» ASSIGNMENT: Go to the line holding "Annotation task. Summarize" in the entries below and write out exactly every line down to and including the line holding "Describe this page".

----- DATA SUPPLIED -----

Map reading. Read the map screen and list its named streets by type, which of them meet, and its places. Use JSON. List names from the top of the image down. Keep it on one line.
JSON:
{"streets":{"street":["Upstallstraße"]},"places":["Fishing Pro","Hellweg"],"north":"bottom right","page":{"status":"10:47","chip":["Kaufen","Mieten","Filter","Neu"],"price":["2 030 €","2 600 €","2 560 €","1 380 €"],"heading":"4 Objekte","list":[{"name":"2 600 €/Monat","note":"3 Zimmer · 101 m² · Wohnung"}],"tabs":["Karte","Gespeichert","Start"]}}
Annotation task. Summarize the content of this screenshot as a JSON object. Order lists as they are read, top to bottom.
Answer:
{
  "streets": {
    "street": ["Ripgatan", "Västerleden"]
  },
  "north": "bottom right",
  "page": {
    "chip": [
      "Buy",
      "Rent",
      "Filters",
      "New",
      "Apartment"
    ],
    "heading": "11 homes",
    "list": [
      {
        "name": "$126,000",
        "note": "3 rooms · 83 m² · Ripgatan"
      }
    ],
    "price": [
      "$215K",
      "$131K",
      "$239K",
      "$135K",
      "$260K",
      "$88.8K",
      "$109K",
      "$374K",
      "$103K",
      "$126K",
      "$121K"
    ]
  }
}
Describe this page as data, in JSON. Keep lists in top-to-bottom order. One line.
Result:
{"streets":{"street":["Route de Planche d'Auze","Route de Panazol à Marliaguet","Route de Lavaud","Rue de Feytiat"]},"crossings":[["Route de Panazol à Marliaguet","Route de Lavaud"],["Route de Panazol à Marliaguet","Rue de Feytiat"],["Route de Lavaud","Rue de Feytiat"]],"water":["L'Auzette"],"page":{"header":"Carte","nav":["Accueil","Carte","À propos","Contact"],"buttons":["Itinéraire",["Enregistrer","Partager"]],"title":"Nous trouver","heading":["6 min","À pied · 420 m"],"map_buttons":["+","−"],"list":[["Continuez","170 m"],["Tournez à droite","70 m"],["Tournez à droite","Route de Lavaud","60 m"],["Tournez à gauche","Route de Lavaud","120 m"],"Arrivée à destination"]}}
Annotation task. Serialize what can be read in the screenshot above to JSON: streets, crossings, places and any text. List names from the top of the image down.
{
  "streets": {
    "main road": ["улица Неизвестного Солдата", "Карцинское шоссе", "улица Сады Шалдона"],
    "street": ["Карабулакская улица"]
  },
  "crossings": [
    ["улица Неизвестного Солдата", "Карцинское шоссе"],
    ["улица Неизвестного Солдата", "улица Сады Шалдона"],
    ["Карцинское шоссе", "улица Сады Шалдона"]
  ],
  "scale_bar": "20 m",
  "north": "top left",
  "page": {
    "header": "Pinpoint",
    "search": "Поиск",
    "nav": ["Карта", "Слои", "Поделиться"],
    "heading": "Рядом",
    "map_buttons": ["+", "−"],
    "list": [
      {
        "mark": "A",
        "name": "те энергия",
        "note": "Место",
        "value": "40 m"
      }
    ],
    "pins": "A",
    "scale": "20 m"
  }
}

-----

» ANSWER SECTION:
Annotation task. Summarize the content of this screenshot as a JSON object. Order lists as they are read, top to bottom.
Answer:
{
  "streets": {
    "street": ["Ripgatan", "Västerleden"]
  },
  "north": "bottom right",
  "page": {
    "chip": [
      "Buy",
      "Rent",
      "Filters",
      "New",
      "Apartment"
    ],
    "heading": "11 homes",
    "list": [
      {
        "name": "$126,000",
        "note": "3 rooms · 83 m² · Ripgatan"
      }
    ],
    "price": [
      "$215K",
      "$131K",
      "$239K",
      "$135K",
      "$260K",
      "$88.8K",
      "$109K",
      "$374K",
      "$103K",
      "$126K",
      "$121K"
    ]
  }
}
Describe this page as data, in JSON. Keep lists in top-to-bottom order. One line.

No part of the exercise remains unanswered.